USA is all set to promote ethanol
Federal lawmakers in the US have unveiled a bill called the Clean Air and Water Preservation Act, which would ban methyl tertiary butyl ether (MTBE) -- an additive used in petrol to increase the oxygen content -- in a phased manner over the next three years. The bill would also promote the use of ethanol, an environmentally friendly grain-based fuel. Says Greg Ganske, a Republican from Iowa who co-authored the measure: "The bill addresses the harms caused by MTBE and focuses on the development of renewable fuels, like ethanol."

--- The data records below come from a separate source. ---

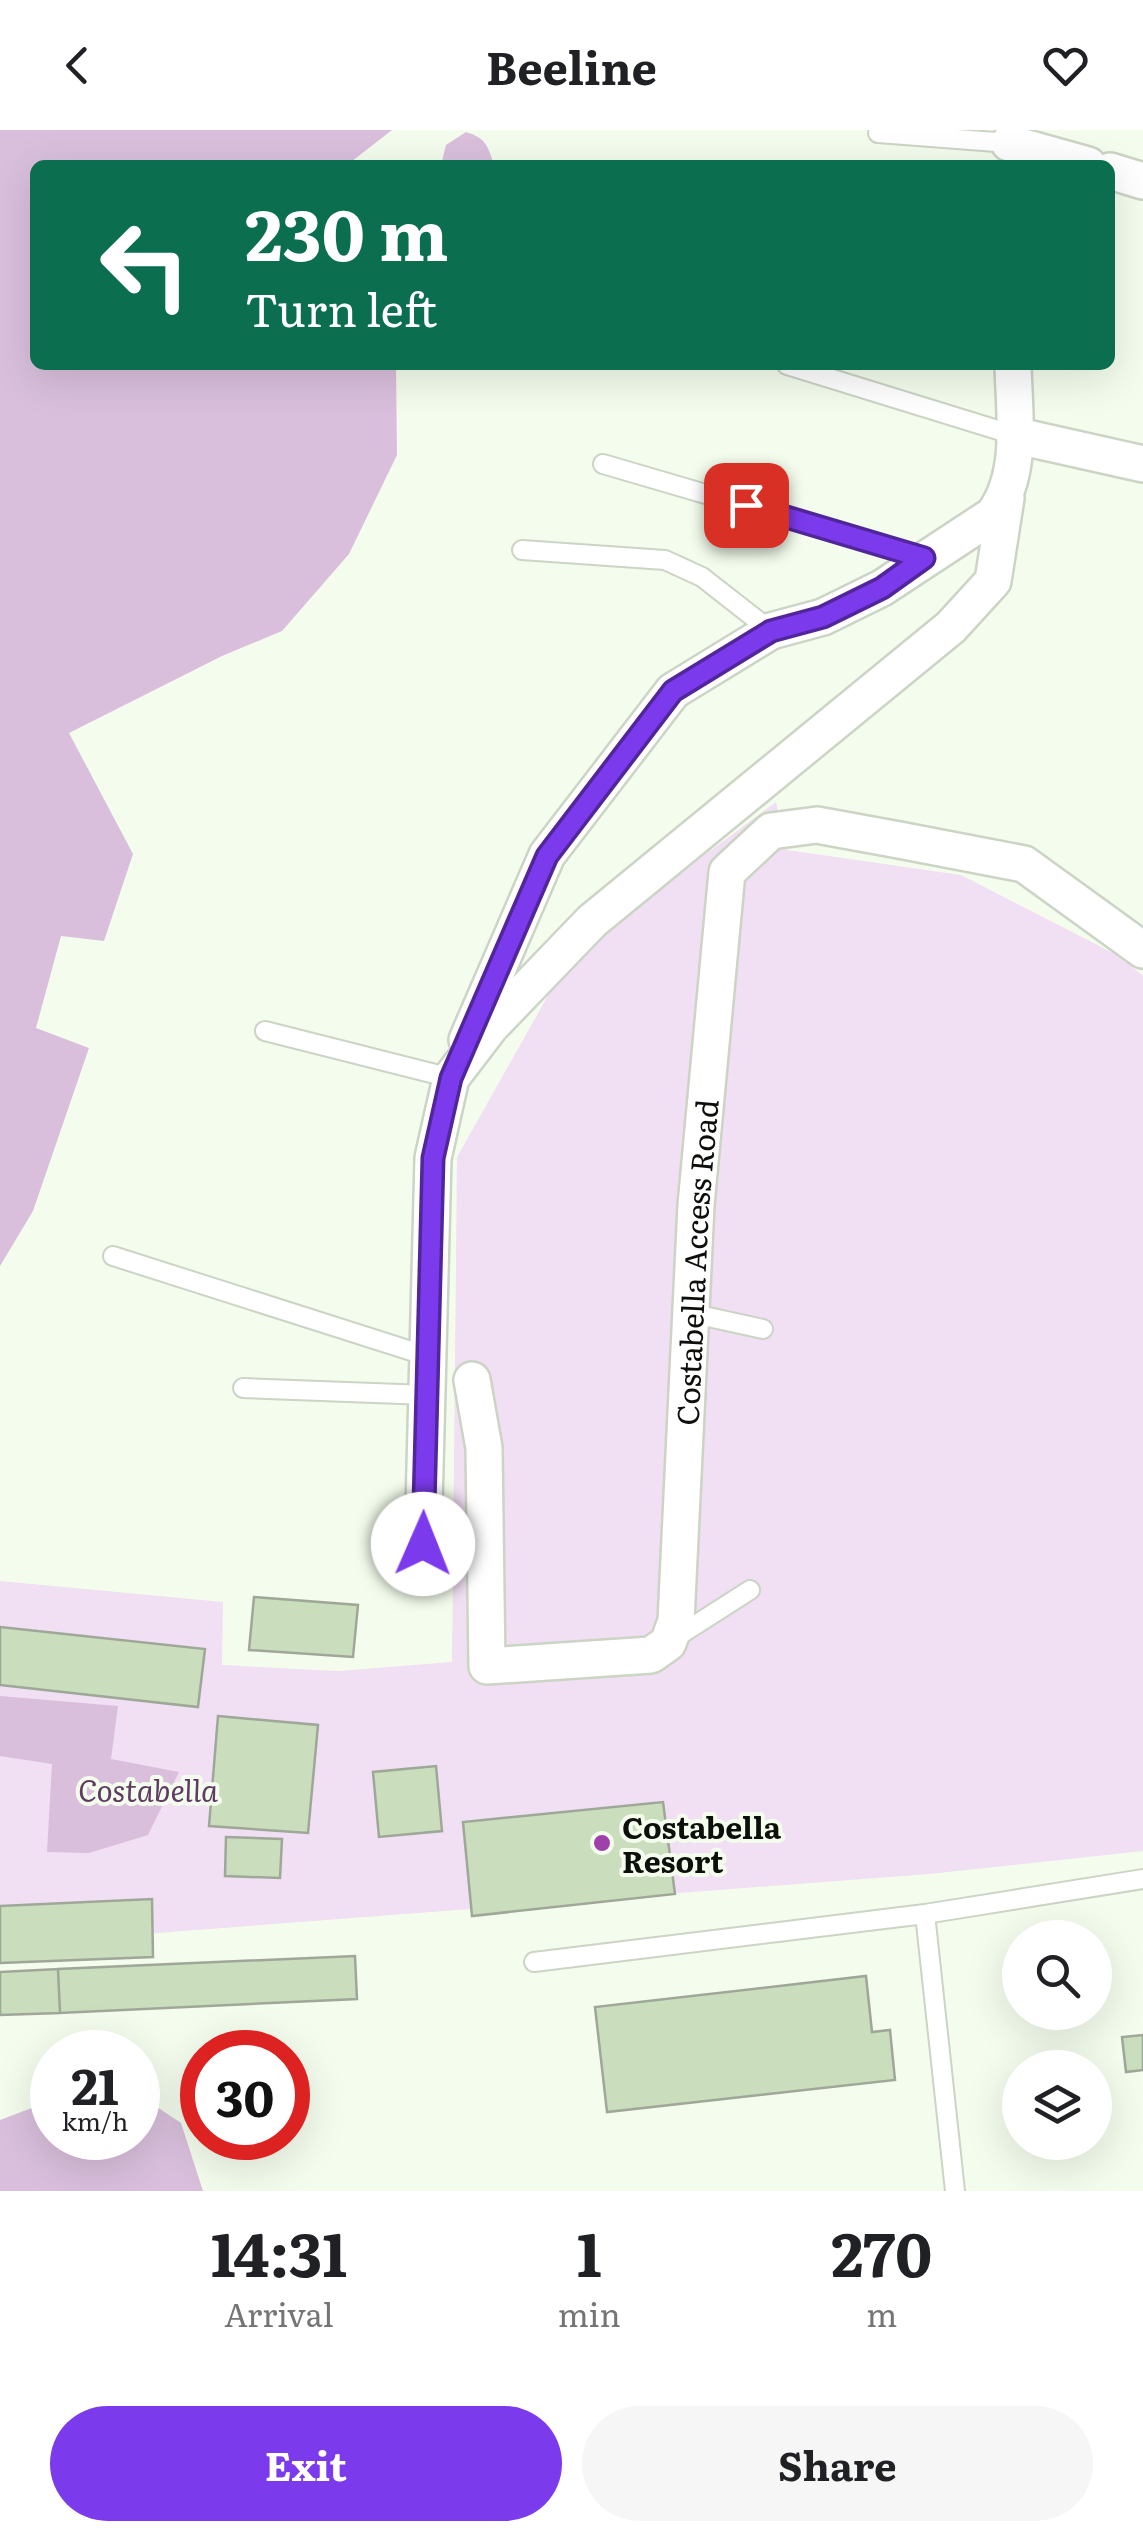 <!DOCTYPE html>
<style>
body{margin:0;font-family:Literata,serif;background:#f6f6f6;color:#202124;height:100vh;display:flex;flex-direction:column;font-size:38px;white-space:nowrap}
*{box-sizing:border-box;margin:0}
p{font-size:32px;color:#757577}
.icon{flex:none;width:55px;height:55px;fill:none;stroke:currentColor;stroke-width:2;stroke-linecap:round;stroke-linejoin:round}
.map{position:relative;height:2061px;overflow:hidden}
.side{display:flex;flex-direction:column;background:#fff;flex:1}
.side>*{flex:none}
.banner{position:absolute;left:30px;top:30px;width:1085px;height:210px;border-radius:15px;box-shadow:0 10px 40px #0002;background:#0b6e4f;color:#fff;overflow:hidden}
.controls{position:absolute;left:1002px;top:1790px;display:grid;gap:20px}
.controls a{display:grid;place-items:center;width:110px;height:110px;border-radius:50%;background:#fff;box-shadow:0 10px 40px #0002;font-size:50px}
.speed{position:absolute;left:30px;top:1900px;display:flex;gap:20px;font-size:50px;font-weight:700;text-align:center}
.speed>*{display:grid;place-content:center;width:130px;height:130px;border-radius:50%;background:#fff;box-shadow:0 10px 40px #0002;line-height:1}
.speed small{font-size:25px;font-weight:400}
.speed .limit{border:15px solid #d22;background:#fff;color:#111}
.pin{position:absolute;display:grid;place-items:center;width:85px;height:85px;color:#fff;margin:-42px;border-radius:20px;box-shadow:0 5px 15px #0006}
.me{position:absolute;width:110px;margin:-55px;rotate:1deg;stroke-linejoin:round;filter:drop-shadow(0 0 8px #0008)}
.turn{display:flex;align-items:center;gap:35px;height:210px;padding:0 50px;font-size:45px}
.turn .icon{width:130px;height:130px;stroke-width:2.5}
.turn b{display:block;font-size:70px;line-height:85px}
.eta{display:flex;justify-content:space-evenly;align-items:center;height:170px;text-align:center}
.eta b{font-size:60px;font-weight:700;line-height:70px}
.primary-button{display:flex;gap:20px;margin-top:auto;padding:20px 50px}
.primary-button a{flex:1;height:115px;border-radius:60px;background:#7c3aed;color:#fff;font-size:40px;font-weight:700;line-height:115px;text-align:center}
.primary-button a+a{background:#f6f6f6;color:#202124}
header{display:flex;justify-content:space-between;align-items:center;height:130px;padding:0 50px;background:#fff;font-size:45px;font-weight:700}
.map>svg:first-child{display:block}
.green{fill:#f1dff3}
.water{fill:#d9bfdc}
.building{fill:#caddbc;stroke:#9fa799;stroke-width:2.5}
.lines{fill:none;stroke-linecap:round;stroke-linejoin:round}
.lane-casing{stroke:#cbd4c5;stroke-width:22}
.street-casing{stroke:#cbd4c5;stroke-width:40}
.lane{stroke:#fff;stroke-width:18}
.street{stroke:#fff;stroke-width:35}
.route-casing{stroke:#51269a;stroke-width:25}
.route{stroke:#7c3aed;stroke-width:18}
.poi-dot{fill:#9f41aa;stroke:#f4fded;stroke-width:4}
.labels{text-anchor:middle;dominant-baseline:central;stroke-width:8;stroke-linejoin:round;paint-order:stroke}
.street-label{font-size:30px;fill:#0c0f0a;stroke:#f4fded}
.park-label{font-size:30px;font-style:italic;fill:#603c64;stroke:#f4fded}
.poi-label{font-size:30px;font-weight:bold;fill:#0c0f0a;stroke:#f4fded;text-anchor:start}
</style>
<header><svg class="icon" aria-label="back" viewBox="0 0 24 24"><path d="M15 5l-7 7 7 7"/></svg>Beeline<svg class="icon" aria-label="heart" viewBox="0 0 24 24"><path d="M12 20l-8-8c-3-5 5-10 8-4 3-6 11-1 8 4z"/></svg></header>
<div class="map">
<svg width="1143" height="2061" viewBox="0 0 1143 2061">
<rect width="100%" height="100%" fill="#f4fded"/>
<!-- green -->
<path class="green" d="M776 672 787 720 961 745 1119 826 1143 846V1721L929 1744 0 1815V1451L223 1472 222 1535 338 1541 452 1532 457 1027 572 823Z"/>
<!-- water -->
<path class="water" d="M0 0H392L347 35H35V235H396L397 325 349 424 282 501 222 526 69 603 133 724 104 811 61 806 36 898 89 918 33 1081 0 1136Z
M466 2C486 8 488 16 494 35H441L446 15Z
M0 1566 118 1576 111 1629 179 1642 148 1705 89 1723 47 1722 52 1634 0 1626Z
M50 1971 52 2008H138V1979L157 1977 181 1993 203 2061H0V1990Z"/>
<!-- building -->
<path class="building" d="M254 1467 358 1475 353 1527 249 1520Z
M0 1497 205 1519 198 1577 0 1555Z
M218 1586 318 1595 308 1703 209 1696Z
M436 1636 442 1701 379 1707 373 1642Z
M663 1672 675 1764 472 1786 463 1692Z
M226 1707 282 1709 280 1748 225 1746Z
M152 1769 153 1827 0 1833V1776Z
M355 1826 357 1869 60 1883 58 1839Z
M58 1839 60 1883 0 1885V1842Z
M866 1846 872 1902 890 1900 895 1950 607 1982 595 1877Z
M1143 1905V1940L1126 1942 1122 1907Z"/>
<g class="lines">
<!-- lane casing -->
<g class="lane-casing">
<path id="lane" d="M878 3 1009 13
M787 235 1014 305
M603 334 924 428
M522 420 665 430 702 447 771 501
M265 901 451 948
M113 1126 427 1226
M690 1183 763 1199
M243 1258 427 1265
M675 1508 750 1460
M925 1784 955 2061
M534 1832 925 1784 1143 1749"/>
</g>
<!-- street casing -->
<g class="street-casing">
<g id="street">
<path d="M1009 13 1088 35"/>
<path d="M1110 41 1143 51"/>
<path d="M1014 305 1143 334"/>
<path d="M467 910 547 725 673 561 771 501 823 487 882 458 993 385C1024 344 1014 284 1013 235"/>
<path id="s1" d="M472 1250 484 1318 487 1536 651 1525 668 1513 676 1491 696 1075 727 742 771 701 817 695 899 710 1024 734 1143 820"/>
<path d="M423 1415 433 1028 451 948 490 897 592 791 951 497 993 451 1006 368"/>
</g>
</g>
<!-- lane -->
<use href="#lane" class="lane"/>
<!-- street -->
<use href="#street" class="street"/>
</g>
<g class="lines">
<!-- route casing -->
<g class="route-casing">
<path id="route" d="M423 1414 433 1028 451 948 547 726 673 561 771 501 823 487 882 458 924 428 746 375"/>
</g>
<!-- route -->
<use href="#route" class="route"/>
</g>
<!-- markers -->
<circle class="poi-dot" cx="602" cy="1713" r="10"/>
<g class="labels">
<!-- street labels -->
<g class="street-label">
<text stroke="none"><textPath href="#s1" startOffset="855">Costabella Access Road</textPath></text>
</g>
<!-- park labels -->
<g class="park-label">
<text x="148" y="1659">Costabella</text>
</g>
<!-- poi labels -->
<g class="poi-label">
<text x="622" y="1696">Costabella<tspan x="622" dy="34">Resort</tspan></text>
</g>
</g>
</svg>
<div class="controls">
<a><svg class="icon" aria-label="search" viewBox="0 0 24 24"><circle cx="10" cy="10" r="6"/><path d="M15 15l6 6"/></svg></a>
<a><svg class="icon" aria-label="layers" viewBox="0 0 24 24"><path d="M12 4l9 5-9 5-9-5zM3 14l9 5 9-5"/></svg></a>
</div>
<div class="speed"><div>21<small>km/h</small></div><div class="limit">30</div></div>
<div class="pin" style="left:746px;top:375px;background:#d93025"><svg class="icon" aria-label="arrive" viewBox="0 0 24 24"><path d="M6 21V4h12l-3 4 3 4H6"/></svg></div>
<svg class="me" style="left:423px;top:1414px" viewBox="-20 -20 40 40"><circle r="19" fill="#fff"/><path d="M0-13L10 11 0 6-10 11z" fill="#7c3aed"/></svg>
<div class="banner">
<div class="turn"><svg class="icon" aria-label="left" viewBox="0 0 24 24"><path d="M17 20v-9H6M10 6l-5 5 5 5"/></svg><div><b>230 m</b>Turn left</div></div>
</div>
</div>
<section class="side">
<div class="eta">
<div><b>14:31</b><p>Arrival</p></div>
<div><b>1</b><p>min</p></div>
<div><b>270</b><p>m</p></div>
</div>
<div class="primary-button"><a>Exit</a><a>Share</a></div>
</section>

The use of MTBE as a fuel additive became widespread after 1990, when an amendment to the federal Clean Air Act required refineries to blend an oxygenate into petrol sold in urban areas with unhealthy levels of air pollution. Most chose MTBE over other oxygenates, since the substance was easily available, blended easily and was cost effective.
"Ethanol is a clean, renewable alternative to MTBE," said John Shimkus, a Republican who co-authored the bill. "With ethanol there are none of the problems that are associated with MTBE, such as groundwater contamination."
Some lawmakers have begun to question the soundness of requiring any oxygenate additives for gasoline. The drumbeat for that argument is especially strong in California, a state implementing the strongest emissions standards in the world. California has already passed a law that bans MTBE after December 31, 2002. California officials have asked that the federal oxygenate requirement be waived altogether.